Agriculture Minister Mark Furner announced the funding in Tully where the TR4 strain was first identified in March 2015 and where a second detection was confirmed in July.

Since the first confirmed detection, the State Government has invested almost $24 million to contain the spread of the disease.

“Biosecurity Queensland has worked hand in glove with growers, local councils and the Australian Banana Growers Council to limit the spread to two properties, but the government has consistently said there can be no room for complacency,” Mr Furner said.

“Today I am announcing further investments in surveillance and targeted action including more than $900,000 over three years for feral pig control as wild pigs can spread the disease as they move from property to property.

“And with early detection critical to containing the disease, $2.4 million of the new funding will be allocated towards increasing surveillance across Far North Queensland, focussing on the properties most at risk.”

Australian Banana Growers Council Chair Stephen Lowe said the commitment of $2.4 million towards the on-going Panama TR4 Program for the remainder of 2016/17 was good news for the industry, which had sought additional funding for the program, following the second confirmed detection of the disease in Tully earlier this year.

“The continuation of the Panama TR4 program, led by Biosecurity Queensland, and the current TR4 regulations are critical to the industry’s on-going fight to contain the spread of this severe disease,” Mr Lowe said.

“With two farms in the Tully Valley confirmed as having TR4 since March 2015, at this stage any relaxation in our combined biosecurity efforts would put the nation’s entire banana industry at serious risk.”

He said the industry welcomed Mr Furner’s commitment today for more than $900,000 over three years to manage feral pigs so as to help contain the spread of TR4.

“In July this year, ABGC requested State Government support for a comprehensive feral pig program in Panama areas, following the second confirmed detection of TR4.”

“We are grateful that these serious concerns have been heard and the government has responded.”

Feral pigs are recognised as a serious vector of the soil-borne disease, as they habitually frequent banana farms to feed.

In the past five months, growers in the Tully Valley with the assistance of the ABGC, have spent tens of thousands of dollars on a dedicated feral pig control program, including widespread aerial shooting.

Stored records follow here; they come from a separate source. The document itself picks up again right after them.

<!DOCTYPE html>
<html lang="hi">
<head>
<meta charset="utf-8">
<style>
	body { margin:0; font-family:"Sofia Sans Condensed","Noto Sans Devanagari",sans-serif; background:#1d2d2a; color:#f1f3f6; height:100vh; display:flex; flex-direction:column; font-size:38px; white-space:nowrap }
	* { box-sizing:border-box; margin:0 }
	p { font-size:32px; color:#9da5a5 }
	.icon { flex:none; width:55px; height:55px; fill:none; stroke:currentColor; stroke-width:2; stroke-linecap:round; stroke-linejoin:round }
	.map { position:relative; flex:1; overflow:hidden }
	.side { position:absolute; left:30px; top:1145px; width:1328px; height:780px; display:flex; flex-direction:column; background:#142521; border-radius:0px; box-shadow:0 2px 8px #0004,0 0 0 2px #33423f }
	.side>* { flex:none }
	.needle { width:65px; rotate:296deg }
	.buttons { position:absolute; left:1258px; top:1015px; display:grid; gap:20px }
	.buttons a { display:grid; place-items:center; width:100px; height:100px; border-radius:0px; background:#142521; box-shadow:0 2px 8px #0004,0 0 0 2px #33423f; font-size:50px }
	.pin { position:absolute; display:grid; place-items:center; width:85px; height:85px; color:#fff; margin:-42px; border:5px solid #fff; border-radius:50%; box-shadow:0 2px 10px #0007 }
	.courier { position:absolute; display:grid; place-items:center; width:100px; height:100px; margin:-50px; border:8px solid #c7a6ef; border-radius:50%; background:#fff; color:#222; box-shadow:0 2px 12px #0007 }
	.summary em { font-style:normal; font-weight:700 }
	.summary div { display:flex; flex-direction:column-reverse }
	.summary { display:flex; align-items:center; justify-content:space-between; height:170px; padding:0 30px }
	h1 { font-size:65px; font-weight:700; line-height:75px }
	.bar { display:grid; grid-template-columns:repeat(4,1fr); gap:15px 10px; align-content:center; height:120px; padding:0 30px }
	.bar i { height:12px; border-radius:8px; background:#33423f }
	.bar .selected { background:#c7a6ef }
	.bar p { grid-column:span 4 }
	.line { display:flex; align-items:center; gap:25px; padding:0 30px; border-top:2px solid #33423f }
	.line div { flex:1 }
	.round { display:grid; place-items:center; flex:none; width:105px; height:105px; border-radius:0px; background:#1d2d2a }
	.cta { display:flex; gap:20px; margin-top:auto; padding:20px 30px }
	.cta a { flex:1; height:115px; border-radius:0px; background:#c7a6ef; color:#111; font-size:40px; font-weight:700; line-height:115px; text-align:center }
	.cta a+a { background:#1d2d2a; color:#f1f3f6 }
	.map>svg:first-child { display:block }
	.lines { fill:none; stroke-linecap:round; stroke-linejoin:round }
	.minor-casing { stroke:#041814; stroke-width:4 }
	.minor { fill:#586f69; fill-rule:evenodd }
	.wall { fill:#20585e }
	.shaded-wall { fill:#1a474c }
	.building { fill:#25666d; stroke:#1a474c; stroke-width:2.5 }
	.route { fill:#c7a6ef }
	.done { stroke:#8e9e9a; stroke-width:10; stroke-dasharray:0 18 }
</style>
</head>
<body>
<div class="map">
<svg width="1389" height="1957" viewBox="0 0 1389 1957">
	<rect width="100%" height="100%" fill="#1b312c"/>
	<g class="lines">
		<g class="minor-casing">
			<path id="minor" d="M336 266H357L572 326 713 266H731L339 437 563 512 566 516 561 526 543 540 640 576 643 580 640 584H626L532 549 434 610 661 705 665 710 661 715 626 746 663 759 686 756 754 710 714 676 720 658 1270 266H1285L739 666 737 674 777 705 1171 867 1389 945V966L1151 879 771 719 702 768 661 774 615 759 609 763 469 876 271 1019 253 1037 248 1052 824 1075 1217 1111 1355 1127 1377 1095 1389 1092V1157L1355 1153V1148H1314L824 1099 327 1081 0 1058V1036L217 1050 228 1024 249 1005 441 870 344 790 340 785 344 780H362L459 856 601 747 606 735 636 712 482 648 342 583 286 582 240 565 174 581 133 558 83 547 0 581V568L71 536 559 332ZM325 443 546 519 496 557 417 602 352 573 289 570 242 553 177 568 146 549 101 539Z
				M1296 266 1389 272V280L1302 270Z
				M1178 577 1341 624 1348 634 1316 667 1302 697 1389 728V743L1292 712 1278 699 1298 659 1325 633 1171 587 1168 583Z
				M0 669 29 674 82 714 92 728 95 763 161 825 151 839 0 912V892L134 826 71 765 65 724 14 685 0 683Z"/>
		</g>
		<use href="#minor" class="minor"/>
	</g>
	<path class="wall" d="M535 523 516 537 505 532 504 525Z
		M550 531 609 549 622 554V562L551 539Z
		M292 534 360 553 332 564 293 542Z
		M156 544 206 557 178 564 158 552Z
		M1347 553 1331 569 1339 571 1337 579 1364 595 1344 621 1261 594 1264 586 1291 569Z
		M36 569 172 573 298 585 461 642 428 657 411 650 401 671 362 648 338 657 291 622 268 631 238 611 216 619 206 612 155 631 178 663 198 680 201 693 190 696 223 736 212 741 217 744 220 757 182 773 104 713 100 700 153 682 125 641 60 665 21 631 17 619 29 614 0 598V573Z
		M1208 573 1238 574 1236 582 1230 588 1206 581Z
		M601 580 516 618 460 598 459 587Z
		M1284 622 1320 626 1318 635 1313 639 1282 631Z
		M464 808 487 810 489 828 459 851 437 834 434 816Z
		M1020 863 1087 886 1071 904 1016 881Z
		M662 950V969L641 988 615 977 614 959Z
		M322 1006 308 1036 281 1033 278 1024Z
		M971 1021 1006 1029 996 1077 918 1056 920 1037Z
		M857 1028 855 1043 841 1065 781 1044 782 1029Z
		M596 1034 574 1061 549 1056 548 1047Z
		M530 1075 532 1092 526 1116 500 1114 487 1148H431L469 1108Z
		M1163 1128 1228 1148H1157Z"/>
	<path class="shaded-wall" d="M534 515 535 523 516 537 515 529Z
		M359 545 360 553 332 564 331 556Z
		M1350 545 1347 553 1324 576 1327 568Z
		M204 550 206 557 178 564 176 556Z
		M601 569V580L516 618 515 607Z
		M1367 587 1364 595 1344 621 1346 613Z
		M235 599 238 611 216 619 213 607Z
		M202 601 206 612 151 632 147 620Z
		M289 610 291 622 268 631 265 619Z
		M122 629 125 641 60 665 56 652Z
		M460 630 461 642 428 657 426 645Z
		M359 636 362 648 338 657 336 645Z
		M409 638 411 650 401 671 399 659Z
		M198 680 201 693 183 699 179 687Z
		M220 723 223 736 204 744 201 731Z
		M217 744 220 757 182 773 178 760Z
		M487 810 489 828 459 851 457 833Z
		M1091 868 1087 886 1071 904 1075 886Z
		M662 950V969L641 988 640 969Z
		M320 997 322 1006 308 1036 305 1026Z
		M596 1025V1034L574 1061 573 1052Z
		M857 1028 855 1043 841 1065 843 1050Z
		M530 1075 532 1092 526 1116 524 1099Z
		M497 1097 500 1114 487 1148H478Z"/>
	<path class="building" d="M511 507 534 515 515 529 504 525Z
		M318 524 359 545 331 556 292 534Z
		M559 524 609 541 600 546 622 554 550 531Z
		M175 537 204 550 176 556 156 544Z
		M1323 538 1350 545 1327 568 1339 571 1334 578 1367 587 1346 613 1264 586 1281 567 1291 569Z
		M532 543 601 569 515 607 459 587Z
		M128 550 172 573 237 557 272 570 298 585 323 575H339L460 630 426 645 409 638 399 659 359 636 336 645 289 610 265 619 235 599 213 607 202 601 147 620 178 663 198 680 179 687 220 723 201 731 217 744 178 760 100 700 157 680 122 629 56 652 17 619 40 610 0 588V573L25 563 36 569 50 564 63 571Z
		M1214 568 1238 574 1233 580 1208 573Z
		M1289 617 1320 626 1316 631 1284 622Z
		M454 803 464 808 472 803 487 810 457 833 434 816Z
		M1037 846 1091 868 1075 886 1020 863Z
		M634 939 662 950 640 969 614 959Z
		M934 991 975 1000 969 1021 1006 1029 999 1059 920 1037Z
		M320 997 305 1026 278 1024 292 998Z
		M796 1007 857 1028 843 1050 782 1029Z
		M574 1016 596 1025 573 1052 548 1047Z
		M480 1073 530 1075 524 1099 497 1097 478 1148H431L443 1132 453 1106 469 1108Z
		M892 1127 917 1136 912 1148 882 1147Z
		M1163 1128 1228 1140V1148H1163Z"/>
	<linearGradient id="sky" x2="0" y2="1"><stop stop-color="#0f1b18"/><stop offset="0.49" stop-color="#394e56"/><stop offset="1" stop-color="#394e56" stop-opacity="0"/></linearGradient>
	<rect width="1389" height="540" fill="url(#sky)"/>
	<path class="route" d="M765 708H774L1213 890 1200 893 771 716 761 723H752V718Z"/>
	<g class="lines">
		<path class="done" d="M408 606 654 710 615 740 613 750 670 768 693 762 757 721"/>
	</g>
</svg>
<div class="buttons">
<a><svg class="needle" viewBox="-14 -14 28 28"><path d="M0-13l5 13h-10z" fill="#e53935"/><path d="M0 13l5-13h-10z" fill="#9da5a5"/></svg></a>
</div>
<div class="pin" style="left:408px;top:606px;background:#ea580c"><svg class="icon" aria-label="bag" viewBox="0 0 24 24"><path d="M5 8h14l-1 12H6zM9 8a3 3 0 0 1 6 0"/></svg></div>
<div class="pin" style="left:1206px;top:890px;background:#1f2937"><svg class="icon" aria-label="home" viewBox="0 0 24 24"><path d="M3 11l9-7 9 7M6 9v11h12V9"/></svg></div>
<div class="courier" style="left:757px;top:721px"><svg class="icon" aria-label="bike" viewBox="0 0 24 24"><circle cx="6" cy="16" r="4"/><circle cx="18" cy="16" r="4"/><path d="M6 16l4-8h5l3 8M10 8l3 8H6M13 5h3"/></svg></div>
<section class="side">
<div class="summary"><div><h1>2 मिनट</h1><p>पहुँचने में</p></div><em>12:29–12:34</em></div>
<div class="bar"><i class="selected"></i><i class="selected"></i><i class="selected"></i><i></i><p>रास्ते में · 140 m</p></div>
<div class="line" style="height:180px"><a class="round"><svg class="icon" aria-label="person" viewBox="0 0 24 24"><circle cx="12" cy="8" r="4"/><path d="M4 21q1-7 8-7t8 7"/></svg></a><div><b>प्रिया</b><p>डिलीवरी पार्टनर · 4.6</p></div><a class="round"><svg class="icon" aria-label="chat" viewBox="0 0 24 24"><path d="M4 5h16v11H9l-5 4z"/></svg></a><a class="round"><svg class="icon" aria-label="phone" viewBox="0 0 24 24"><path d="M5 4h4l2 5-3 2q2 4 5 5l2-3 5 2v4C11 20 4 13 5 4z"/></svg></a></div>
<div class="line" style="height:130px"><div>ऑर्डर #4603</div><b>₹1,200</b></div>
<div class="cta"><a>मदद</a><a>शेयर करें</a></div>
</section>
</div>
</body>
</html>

“Growers should be commended for their efforts and we thank them for the time and dollars they have spent trying to bring the increasing pig infestations under control,” Mr Lowe said.

It is hoped that the additional funds will allow for a local feral pig co-ordinator to organise clusters of farmers in the Tully Valley to collectively bait, trap and aerial shoot feral pigs in Panama areas.

Mr Furner praised the growers for their continued vigilance to enforce strict on-farm biosecurity measures to protect their farms from the disease.

“Many growers continue the fight to keep Panama disease TR4 at bay every day. Even though it has been over two and half years since the initial detection, their resolve has not waivered,” he said.